Valuing property for tax purposes often involves comparing the property you are valuing to similar properties that sold. A common issue that arises is that the comparable sales do not sell on the day you are looking for. For instance, the Assessment Act requires that property be valued at what it likely would have sold for on January 1, 2016 for the 2017 through 2022 tax years. It appears that the January 1, 2016 valuation date will also be used to calculate taxes for the 2023 tax year – see statement from MPAC here.
Similar properties will have sold some distance in time from that valuation day. It is well accepted that the value of property changes over time. As a result, it is a common appraisal strategy to adjust the sale price to what it likely would have been on January 1, 2016. This is known as a time adjustment study and is a form of time travel. There are a few ways to go about adjusting for time, and some are more reliable than others.
Paired Sales
One of the most intuitive ways to determine a time adjustment factor is an analysis of “paired sales”.
Those are sales of the same property at different points in time. By looking at how the value of those properties over time changed a monthly average change in value can be calculated. A paired sales analysis was accepted by the Board in 622294 Ontario Limited v Municipal Property Assessment Corporation, Region 03, 2020 CanLII 48631 (ON ARB). The Board held that the paired sales study, consisting of 12 pairs of sales, had “its limitations, specifically the relatively small number of properties in the data set, and sale dates that fall well outside the 2015 and 2017 shoulder years.” But the Board ultimately accepted it as the best evidence of the change in value over time.
The number of properties that sold twice in the relevant time period is usually the limiting factor in creating a compelling paired sales study.
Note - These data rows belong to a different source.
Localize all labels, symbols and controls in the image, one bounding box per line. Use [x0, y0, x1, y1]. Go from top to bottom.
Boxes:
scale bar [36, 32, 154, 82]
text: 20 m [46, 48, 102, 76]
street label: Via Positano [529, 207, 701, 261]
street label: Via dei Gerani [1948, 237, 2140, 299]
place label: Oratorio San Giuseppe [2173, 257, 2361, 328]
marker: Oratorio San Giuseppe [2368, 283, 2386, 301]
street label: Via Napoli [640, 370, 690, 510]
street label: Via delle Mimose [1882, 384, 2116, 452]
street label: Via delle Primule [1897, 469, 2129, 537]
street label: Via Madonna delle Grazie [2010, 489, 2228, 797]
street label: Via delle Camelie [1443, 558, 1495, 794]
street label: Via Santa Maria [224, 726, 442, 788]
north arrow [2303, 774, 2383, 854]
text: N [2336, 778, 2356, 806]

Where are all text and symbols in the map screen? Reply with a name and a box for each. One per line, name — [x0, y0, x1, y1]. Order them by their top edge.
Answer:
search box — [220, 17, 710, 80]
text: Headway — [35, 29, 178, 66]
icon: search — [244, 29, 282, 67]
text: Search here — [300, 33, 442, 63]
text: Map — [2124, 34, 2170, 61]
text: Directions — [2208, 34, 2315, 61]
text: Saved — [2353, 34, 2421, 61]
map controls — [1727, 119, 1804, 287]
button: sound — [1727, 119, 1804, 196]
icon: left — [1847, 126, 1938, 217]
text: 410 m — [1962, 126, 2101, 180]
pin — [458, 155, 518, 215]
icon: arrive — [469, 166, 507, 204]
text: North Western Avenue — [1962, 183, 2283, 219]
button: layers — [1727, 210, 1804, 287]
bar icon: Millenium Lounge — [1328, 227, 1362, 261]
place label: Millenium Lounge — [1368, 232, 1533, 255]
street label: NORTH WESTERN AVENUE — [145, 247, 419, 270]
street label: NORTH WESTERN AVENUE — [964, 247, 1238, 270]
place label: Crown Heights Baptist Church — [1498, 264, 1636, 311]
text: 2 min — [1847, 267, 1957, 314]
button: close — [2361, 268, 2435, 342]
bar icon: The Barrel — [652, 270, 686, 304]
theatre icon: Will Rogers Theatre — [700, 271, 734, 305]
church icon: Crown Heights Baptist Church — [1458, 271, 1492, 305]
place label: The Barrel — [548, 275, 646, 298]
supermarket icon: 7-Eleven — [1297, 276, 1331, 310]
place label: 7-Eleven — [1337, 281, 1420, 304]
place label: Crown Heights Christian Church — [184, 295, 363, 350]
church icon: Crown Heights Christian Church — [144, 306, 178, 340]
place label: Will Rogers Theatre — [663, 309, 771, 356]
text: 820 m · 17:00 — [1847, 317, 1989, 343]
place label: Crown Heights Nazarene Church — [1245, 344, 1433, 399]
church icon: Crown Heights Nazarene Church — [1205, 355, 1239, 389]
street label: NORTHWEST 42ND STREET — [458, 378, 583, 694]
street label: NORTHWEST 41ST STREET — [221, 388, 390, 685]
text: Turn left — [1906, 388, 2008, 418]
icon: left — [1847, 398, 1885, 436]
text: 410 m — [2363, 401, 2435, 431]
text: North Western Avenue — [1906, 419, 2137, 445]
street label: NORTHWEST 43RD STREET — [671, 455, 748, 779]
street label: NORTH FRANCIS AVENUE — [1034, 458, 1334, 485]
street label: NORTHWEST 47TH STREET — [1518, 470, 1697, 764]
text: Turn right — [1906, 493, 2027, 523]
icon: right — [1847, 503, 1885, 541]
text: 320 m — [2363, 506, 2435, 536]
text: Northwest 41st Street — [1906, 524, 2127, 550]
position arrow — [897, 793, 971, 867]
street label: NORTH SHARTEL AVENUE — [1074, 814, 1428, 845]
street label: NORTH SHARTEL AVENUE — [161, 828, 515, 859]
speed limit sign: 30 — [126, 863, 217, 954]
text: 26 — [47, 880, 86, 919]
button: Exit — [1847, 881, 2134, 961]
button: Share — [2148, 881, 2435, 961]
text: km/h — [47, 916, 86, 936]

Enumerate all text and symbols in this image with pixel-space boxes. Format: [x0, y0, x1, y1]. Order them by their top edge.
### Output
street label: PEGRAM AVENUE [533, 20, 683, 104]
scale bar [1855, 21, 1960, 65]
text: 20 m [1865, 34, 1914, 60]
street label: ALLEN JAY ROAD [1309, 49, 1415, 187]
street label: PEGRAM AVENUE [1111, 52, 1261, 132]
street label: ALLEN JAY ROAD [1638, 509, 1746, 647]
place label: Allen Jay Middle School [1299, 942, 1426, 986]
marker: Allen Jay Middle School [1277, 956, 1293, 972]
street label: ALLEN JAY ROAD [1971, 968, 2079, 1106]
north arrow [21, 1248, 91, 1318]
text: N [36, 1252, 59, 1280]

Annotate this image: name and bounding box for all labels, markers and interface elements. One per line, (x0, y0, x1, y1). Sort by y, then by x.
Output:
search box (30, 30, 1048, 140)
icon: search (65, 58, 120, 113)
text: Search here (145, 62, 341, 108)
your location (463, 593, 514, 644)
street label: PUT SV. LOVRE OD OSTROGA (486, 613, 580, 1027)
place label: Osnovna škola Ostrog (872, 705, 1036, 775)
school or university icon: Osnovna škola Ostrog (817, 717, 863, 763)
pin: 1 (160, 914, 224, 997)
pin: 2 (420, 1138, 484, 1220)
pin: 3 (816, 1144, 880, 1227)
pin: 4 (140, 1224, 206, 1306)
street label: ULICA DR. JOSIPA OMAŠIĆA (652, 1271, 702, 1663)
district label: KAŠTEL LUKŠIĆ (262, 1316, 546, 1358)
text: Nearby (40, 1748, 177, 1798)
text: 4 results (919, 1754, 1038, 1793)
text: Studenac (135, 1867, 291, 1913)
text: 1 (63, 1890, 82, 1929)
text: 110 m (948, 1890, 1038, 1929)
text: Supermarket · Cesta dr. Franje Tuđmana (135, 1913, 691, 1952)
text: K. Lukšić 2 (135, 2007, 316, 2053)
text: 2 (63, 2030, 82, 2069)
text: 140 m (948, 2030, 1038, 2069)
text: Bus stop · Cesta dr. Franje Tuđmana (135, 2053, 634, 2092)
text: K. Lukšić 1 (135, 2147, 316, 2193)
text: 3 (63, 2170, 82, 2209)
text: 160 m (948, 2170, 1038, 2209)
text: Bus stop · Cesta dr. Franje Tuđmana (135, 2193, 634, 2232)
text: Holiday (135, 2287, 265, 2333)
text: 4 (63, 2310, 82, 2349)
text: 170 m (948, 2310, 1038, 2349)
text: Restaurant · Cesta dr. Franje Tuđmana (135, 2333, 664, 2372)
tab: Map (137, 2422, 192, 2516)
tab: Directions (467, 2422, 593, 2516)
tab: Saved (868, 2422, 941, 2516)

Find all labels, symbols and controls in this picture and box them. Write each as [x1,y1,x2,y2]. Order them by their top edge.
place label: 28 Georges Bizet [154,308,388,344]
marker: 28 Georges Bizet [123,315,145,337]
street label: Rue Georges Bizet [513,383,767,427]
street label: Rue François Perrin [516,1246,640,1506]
A robust conclusion can only be drawn if there are enough sales to come to a reliable conclusion, and that data isn’t always available.
The physical and locational aspects of the paired sales must also be considered. If a property has significantly changed between the two sale dates, that must be accounted for prior to considering whether there should be an adjustment for time.
The geographic area of the study can also be a concern. If you have to canvas a wide area to get enough paired sales, the conclusion may be less compelling. This is because each area may change at its own rate. Some areas of a city may have significant infill, which can increase value faster than areas without that development pressure. The more localized a study is, the more compelling it will likely be.
MLS Data
Another approach is to look at the average sale price in an area through the Multiple Listing Service. MLS produces a House Price Index, which shows the average change over time in a city. The Board is occasionally presented with this type of time adjustment, as in Li v Municipal Property Assessment Corporation, Region 14, 2018 CanLII 14270 (ON ARB).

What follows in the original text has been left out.